7. Temen Jadi Demen
-
Kantin di lantai bawah Blue Building tampak padat. Beberapa karyawan bahkan harus rela mengular di depan counter-counter makanan. Tempat duduk yang berjumlah hampir lima puluhan itu pun penuh, tidak cukup menampung jumlah karyawan. Apalagi hujan deras tengah mengguyur Jakarta sejak pagi tadi, kontan saja makin banyak karyawan yang enggan keluar gedung.
Beruntung, Ninna, Mutia, dan Osa, art director Tiger, berhasil menempati satu meja di kantin, sehingga mereka tidak perlu menahan sabar dan lapar hanya untuk mendapatkan tempat duduk.
"Jadi, gini Sa. Permintaan Pak Boni itu sebenarnya simpel dan enggak perlu debat macam di grup WhatsApp tadi. Dia cuma minta poster yang ini jangan kebanyakan grafik. Soalnya dia mau keterangan yang ada di file pdf masuk semua ke poster," jelas Ninna meletakkan tabletnya ke tengah meja mereka.
Ninna menarik napas dalam sebelum melanjutkan diskusi. Seharusnya, tugas account executive atau bawahannya yang menerangkan ini langsung. Namun, karena kondisinya sudah rawan gesekan, sebagai jembatan antara klien dan timnya maka harus Ninna yang turun tangan.
"Nah, menurut dia poster kemarin kurang ngejelasin itu. Too fancy to get people's attention, which is meaningless. Menurut dia."
"Buset! Pak Boni mau buat skripsi atau poster?" seru Osa tetap keras kepala. Lelaki berambut cepak itu menyeruput es kopinya dengan mata mengawasi layar tablet. "Gimana orang bisa aware sama programnya kalau wording semua? Kacau nih orang."
"Iya, tapi kan lo bisa main aman. Misalkan dengan tambahin keterangan program di area bawah? Daripada gambar batik kayak gini. Atau lo akalin jadi dua page?" usul Ninna menyantap nasi gorengnya dan menatap Mutia seperti meminta saran. "Kayaknya dia enggak masalah buat nambah page."
Mutia mengedik. "Gue ngikut aja."
"Jadi, gue bikin dua versi nih?" tanya Osa menyerah. Ninna mengangguk cepat. "Deadline?"
"Jam empat, gimana?" cetus Ninna enteng sambil tersenyum lebar. "Bisa, kan? Bisa dong."
Osa mencibir. "Lo kira tim design Sangkuriang bisa bikin desain sekali kedip? Pagi deh."

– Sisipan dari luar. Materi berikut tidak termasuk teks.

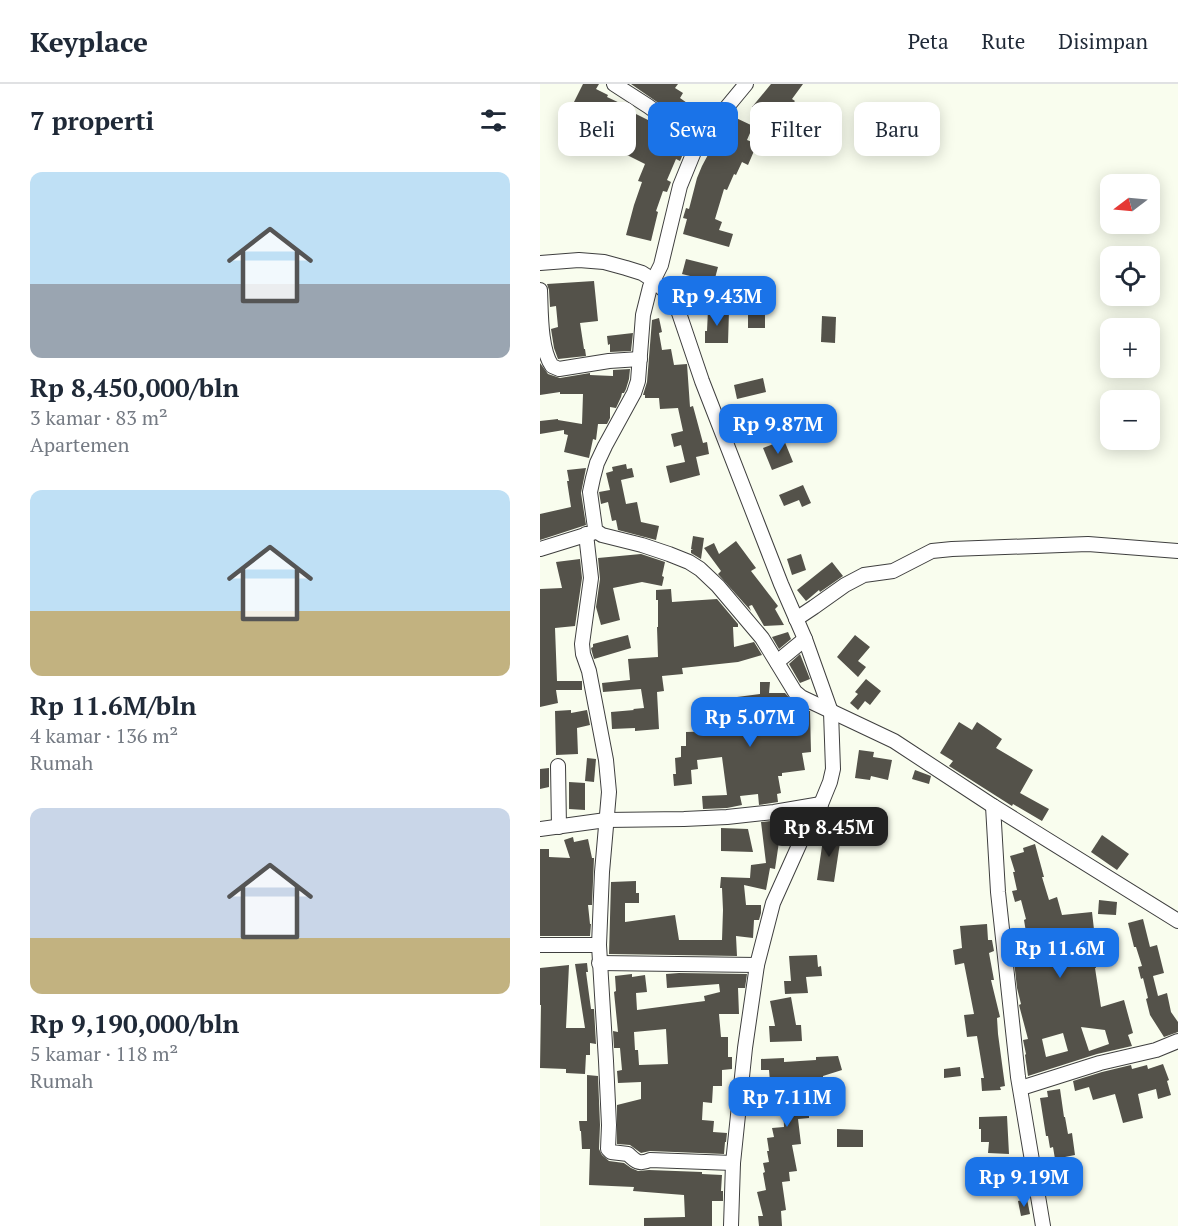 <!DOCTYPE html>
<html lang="id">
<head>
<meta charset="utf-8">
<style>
  :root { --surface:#fff; --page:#f2f2f3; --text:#1f2937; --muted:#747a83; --line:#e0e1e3; --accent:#1a73e8 }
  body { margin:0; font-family:"PT Serif",serif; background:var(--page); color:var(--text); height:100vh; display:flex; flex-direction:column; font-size:22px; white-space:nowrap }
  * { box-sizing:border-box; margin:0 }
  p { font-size:20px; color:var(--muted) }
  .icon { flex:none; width:33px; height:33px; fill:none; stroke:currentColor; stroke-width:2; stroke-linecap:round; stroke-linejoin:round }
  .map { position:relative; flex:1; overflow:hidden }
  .side { display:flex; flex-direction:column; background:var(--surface); width:540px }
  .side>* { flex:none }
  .hud { position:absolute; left:18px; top:18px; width:530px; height:54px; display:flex; gap:12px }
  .needle { width:39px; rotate:254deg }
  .tools { position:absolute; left:560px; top:90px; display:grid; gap:12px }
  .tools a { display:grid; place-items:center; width:60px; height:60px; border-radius:12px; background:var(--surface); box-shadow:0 3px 15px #0003; font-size:30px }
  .price { position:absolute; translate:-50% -51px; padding:0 14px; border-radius:12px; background:var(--accent); color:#fff; font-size:20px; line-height:39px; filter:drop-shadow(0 2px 3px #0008) }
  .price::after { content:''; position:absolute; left:50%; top:36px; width:18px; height:14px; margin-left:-9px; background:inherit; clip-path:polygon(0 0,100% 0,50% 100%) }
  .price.current { background:#222; color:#fff }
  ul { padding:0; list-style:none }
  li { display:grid; align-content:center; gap:12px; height:318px; padding:0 30px }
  li span { display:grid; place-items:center; height:186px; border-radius:12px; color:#555 }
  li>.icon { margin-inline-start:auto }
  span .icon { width:108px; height:108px; fill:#fffc; stroke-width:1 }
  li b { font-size:26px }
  h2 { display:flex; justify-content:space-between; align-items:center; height:72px; padding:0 30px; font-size:26px }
  .chip { padding:0 21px; border-radius:12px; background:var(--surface); box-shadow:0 3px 15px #0003; font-size:21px; line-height:54px }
  .chip.current { background:var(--accent); color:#fff }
  header { display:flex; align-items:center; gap:36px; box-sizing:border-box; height:84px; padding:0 30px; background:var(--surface); border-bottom:2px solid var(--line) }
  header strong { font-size:28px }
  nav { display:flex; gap:33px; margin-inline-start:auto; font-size:21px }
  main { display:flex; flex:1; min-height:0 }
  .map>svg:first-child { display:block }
  .building { fill:#54524a; fill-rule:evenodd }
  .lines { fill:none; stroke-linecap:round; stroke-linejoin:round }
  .minor-casing { stroke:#3f3f3f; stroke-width:16 }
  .minor { stroke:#fff; stroke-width:14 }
</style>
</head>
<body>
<header>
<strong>Keyplace</strong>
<nav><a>Peta</a><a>Rute</a><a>Disimpan</a></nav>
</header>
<main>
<section class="side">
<h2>7 properti<svg class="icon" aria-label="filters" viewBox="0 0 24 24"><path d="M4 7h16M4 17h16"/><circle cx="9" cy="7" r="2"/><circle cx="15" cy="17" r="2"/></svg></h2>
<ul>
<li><span style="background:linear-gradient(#bfe0f5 60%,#9aa5b1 0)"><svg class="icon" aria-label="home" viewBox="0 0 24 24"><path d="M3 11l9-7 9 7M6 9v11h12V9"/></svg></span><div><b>Rp 8,450,000/bln</b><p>3 kamar · 83 m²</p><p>Apartemen</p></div></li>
<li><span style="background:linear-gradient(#bfe0f5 65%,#c2b280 0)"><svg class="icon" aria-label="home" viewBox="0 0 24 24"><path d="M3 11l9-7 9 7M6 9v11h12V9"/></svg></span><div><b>Rp 11.6M/bln</b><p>4 kamar · 136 m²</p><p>Rumah</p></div></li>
<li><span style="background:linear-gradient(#c9d6e8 70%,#c2b280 0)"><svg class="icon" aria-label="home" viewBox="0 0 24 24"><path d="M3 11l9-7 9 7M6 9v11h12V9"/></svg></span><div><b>Rp 9,190,000/bln</b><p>5 kamar · 118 m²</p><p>Rumah</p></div></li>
</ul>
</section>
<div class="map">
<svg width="638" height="1142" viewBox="0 0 638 1142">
  <rect width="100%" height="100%" fill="#f9fdee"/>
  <g class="building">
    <polygon points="43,0 59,0 56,5 68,11 67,13 82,20 80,22 118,41 147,61 140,77 136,75 127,96 131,98 127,108 123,107 116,127 118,128 111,157 86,151 94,121 102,98 98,97 105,80 85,70 94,52 92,51 93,49 74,40 76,37 34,18"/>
    <polygon points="91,0 138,0 135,4 143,9 140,14 150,21 140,34"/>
    <polygon points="231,0 263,0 252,15 255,17 234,41 212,23"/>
    <polygon points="194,33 213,42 207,56 217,60 208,81 202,78 196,91 194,90 187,106 184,105 175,135 182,138 179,146 193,150 189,163 143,150 147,135 143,134 146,124 149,125 157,94 162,82 170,67 174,69 184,46 187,47"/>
    <polygon points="146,175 178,183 174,198 142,190"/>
    <polygon points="54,197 58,237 40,239 44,265 45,265 46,272 18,275 14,264 11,245 18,243 16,222 10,223 9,206 7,200"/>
    <polygon points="168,226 189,227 188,259 165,259 165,247 167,247"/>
    <rect x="208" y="230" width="17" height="14"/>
    <polygon points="282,232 296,233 295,259 281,258"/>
    <polygon points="119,234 122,248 119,249 122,266 131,265 134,281 147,280 150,323 153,322 163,359 167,358 169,370 156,373 160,391 130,399 126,382 145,378 141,361 134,363 131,350 143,347 138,324 120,325 119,314 105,314 105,311 103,311 107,298 112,236"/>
    <polygon points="93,249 91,267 70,268 70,260 68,261 67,252"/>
    <polygon points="0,279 8,290 20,294 50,289 50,291 73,292 73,286 90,285 89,295 86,305 84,309 82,309 81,313 76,324 70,323 70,334 67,340 58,340 56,356 53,355 49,374 24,368 28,351 24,350 24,346 0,350 0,337 18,335 18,336 42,340 43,310 20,310 20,308 0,311"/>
    <polygon points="223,294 226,308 197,315 194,301"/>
    <polygon points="244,356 253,378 232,386 223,364"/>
    <polygon points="86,380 87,385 92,384 94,393 81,396 86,420 97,418 101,438 119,442 116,456 78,446 76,436 72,437 68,418 61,420 59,408 70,406 66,389 73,387 72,383"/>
    <polygon points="46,384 41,409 46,441 0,456 0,430 31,423 27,397 29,397 27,386"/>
    <polygon points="263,401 271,419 262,423 259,416 244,422 239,411"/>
    <polygon points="153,452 164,454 161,475 151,469 151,466 153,465 151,465"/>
    <polygon points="196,457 216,484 211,487 238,522 235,525 244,541 224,542 212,521 209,522 211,527 178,490 181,487 164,464 174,459 179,470"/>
    <polygon points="101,470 125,478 122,492 124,493 122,502 102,498 73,504 80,536 61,541 56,523 60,495 58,474"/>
    <polygon points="261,470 266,486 252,491 247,475"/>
    <polygon points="40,475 42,494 35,542 15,544 17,597 42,597 42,606 16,606 18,619 0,623 0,505 22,504 16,478"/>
    <polygon points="292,478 303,492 280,508 279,506 266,517 257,506"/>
    <polygon points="131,505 132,518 177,515 198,540 198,543 193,543 194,563 214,558 222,571 198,578 142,584 143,590 122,592 124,607 117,608 119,645 95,647 95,644 72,645 71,628 94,626 93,625 104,624 101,605 63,608 62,599 90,596 88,575 118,573 117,543 118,543 118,516 116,516 116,506"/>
    <polygon points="248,548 251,555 239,565 232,553"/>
    <polygon points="88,551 91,564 54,575 52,568 51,564 53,563 53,560"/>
    <polygon points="315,551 330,563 318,577 326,583 318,593 297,573"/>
    <polygon points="260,570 270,595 260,599 249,580"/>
    <polygon points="326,595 341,607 330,621 325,617 318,626 310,619 318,610 315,608"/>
    <polygon points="220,598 230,598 229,609 245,609 253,618 253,627 270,627 271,668 262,669 265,686 242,689 242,692 238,692 241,709 237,710 238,718 219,721 218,710 200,712 202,721 187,724 163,725 162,712 187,711 182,673 157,676 158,685 151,686 152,700 134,702 133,690 136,690 135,674 141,673 141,662 146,662 146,648 177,647 175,633 199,629 197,613 220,610"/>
    <polygon points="31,626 31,629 47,626 50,641 37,644 38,670 16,671 15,627"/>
    <polygon points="419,638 432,646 437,638 462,655 456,664 493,686 480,709 509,725 502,737 473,720 472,722 409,682 413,677 400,669"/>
    <polygon points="319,666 334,668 333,673 352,676 348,696 331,692 330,696 315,694"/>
    <polygon points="47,674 56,675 54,698 45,697"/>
    <polygon points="9,684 9,703 0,705 0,685"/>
    <polygon points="375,686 391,692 389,700 372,695"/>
    <polygon points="29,698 45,699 45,726 29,725"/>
    <polygon points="240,736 253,737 252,752 240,751 235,785 230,784 226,806 204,801 206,821 221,821 221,829 219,836 214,836 213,854 196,852 197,872 69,870 71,798 96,797 96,809 99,809 99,819 85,819 85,838 135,831 139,856 182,856 183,826 182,804 180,804 181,793 210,794 211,781 226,779 221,738"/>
    <polygon points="181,744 208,745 213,768 181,767"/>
    <polygon points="284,749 301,752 294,798 277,796"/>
    <polygon points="562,751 589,770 577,786 551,768"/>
    <polygon points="33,753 34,758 48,755 52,774 54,774 52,821 48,821 50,840 51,840 50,852 0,852 0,765 9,765 9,773 30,774 24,756"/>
    <path d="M495 760 504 793H502L509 816 517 813 522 831 552 828 556 863H553L556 884H555L561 923 584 916 593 949 588 951 592 962 557 970 488 992 485 971 486 970 483 956 488 955 479 921 481 920 477 904 474 877 482 875 477 856 487 854 484 836 486 835 481 816 475 818 472 807 477 806 473 788H475L470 772 484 768 483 764ZM541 943 565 946 569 960 549 967ZM523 949 528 967 506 973 502 955Z"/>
    <polygon points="559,816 577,818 576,831 558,830"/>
    <polygon points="603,835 610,863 617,861 624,889 613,892 618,912 627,909 631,928 638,938 638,948 624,953 610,931 606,915 608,914 603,894 601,895 598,883 602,882 596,863 594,863 588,839"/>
    <polygon points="447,840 448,856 452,856 454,867 449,869 454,896 451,896 460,933 457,934 458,950 465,1002 460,1003 461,1006 442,1007 441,994 444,994 437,952 427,953 424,931 434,930 424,879 415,881 413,866 422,864 420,842"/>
    <polygon points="277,871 278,883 281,882 282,892 266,893 268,909 245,910 244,897 251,897 249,872"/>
    <polygon points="47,879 48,888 46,888 51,925 54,925 56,960 50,959 50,971 46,971 45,990 26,989 26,985 0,984 1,921 0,921 0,884 29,881 26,944 45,944 35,880"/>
    <path d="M139 889 207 890 205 904H198L199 930H179L181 953H188V973H192V985L182 986V1002H173L172 1019 163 1018 162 1036 174 1037 173 1048 187 1049 186 1058H185L184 1070 110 1067 101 1069 90 1061 77 1060V1021L101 1015V998L78 999 77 987 82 986 80 964H74L73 947 78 948 74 908 76 907 75 892 92 890V893L105 891 107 908 96 909 97 926 165 917 164 912 180 908 179 900 127 904 126 890ZM126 945 128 980 99 981 98 966H95L94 948Z"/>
    <polygon points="251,913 256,941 261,941 262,957 230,958 229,942 235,942 230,917"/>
    <polygon points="298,972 302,986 283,992 283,993 275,994 275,998 251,999 253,1023 269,1022 269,1034 258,1035 261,1060 252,1061 257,1087 249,1088 250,1097 242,1098 246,1126 241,1127 242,1142 219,1142 218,1132 223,1132 217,1108 226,1106 223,1089 225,1088 223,1079 229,1078 227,1067 229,1067 227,1054 234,1053 232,1044 244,1043 243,1020 232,1021 229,986 221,986 221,975 244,974 244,978 276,976 276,973"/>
    <polygon points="623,980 629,996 627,997 631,1011 618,1015 616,1005 598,1010 603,1034 583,1039 575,1010 553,1016 549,1003 535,1007 533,997 562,988 591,981 592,985 607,981 608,985"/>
    <polygon points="420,983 421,992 404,994 404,985"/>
    <polygon points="47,991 58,992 60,1041 59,1065 62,1071 69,1077 84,1079 91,1084 98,1087 109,1086 162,1088 162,1090 182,1091 181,1107 183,1107 183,1117 172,1117 172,1142 104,1142 104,1134 145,1133 144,1111 93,1107 94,1103 49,1101 50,1065 42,1065 41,1047 40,1047 39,1037 47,1037"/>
    <polygon points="520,1005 524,1033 525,1033 528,1050 532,1049 535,1071 515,1075 513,1063 510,1064 508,1052 506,1052 500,1014 508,1013 507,1007"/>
    <polygon points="467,1032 469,1070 448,1069 449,1058 441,1058 441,1045 439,1045 439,1033"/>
    <polygon points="297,1045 323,1046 323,1063 297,1063"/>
    <polygon points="487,1115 490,1130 481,1132 478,1117"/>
  </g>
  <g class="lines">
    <defs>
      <g id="minor">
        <polyline points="74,0 108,22 158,58"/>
        <polyline points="206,0 158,58 140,102 121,181 110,203 103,231 98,297 94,309 65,362 57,379 53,394 50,408 55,444 56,447 62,451 102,461 129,470 149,478 160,485 178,502 222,554 255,608 261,613 354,657 453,722 638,837"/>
        <polyline points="0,179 39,176 64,178 86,184 102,189 113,196 124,206 133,217 139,229 162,297 241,500 265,555 291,628 293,685 290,698 281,720 264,750 233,819 217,881 205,964 193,1079 191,1142"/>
        <path d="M0 206C1 227 0 265 12 282L19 285 69 277 100 275"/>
        <path d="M46 450 51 494 42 560 43 570 49 587 66 676 69 708 62 788 59 861 66 977 69 1041 68 1065 71 1068 88 1070C95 1077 99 1081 110 1076L193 1079"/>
        <polyline points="0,465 55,448"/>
        <polyline points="256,535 274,523 305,501 324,491 353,487 392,467 412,465 548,460 638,467"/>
        <polyline points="237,578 265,555"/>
        <polyline points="18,682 19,743"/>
        <polyline points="453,722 458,808 478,993 503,1142"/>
        <polyline points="0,745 66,736 144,735 187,733 234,728 281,720"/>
        <polyline points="0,861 59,861"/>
        <polyline points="59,879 217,881"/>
        <polyline points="481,1004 560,979 616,966 638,957"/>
      </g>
    </defs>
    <use href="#minor" class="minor-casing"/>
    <use href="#minor" class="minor"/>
  </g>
</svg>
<div class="tools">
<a><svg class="needle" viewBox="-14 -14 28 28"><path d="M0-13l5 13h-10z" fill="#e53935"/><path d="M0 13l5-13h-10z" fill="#747a83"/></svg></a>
<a><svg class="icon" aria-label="locate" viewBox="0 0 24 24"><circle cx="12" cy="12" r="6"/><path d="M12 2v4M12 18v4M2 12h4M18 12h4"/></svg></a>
<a>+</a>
<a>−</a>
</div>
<b class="price" style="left:177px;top:243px">Rp 9.43M</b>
<b class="price" style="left:238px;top:371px">Rp 9.87M</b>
<b class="price" style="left:210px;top:664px">Rp 5.07M</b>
<b class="price current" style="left:289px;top:774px">Rp 8.45M</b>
<b class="price" style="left:520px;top:895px">Rp 11.6M</b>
<b class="price" style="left:247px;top:1044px">Rp 7.11M</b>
<b class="price" style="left:484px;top:1124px">Rp 9.19M</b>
<div class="hud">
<a class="chip">Beli</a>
<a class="chip current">Sewa</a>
<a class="chip">Filter</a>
<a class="chip">Baru</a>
</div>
</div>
</main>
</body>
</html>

"Klien is a king, guys," gumam Mutia menahan tawa dengan mulut penuh nasi uduk.
Kepala Ninna mengangguk. Dia paham betul di dunia ahensi atau digital advertising, benda yang bernama revisi kadang kala turun setelah makan siang. Bahkan, lebih parahnya lagi sebelum jam pulang kantor. Makanya, begadang dan lembur seringkali menjadi makanan sehari-hari bagi timnya. Bila tidak punya imunitas setingkat Thanos, infus dan ranjang rumah sakit menanti.
"Pagi sebelum jam 9, gimana? Nanti gue bantu nego nih ke Pak Boni. Kalau lebih dari itu gue enggak bisa," terang Ninna mengangkat kedua tangannya.
Osa mengangguk akhirnya. Sementara Mutia yang bertugas sebagai digital strategist menahan tawa melihat ekspresi Osa. Sampai pandangannya terpaku ke arah counter penjual ayam crispy. Seorang lelaki berkemeja rapi termangu seorang diri dengan tangan membawa piring dan tatapan memutari kantin seperti mencari tempat kosong.
"Felix!"
Felix menoleh ketika namanya dipanggil. Senyum menggantung dari bibirnya ketika menemukan kursi kosong di sebelah Mutia. Namun, senyum itu berubah ganjil saat tatapannya beradu dengan kedua bola mata milik Ninna.
"Mau makan, kan? Duduk di sini aja," ajak Mutia menunjuk kursi kosong di sebelahnya.
"Enggak deh kayaknya. Lagi pada diskusi, kan? Entar gue ganggu lagi," kata Felix tersenyum menyapa Ninna.
"Di sini aja, Mas. Kita udah kelar kok," kata Osa bangkit dari duduknya. "Gue balik ke atas duluan ya."
"Lo enggak makan siang dulu?" tanya Ninna kepada Osa.
Osa menggeleng. "Bini gue bawain bekal. Penghematan Cuy."
"Mentang-mentang udah punya bini," cibir Mutia menggoda Osa.
"Makanya kawin, Mut. Ya enggak, Nin?" celetuk Osa balik menyindir Mutia. "Bercanda gue. Ya udah gue duluan ya. Dah."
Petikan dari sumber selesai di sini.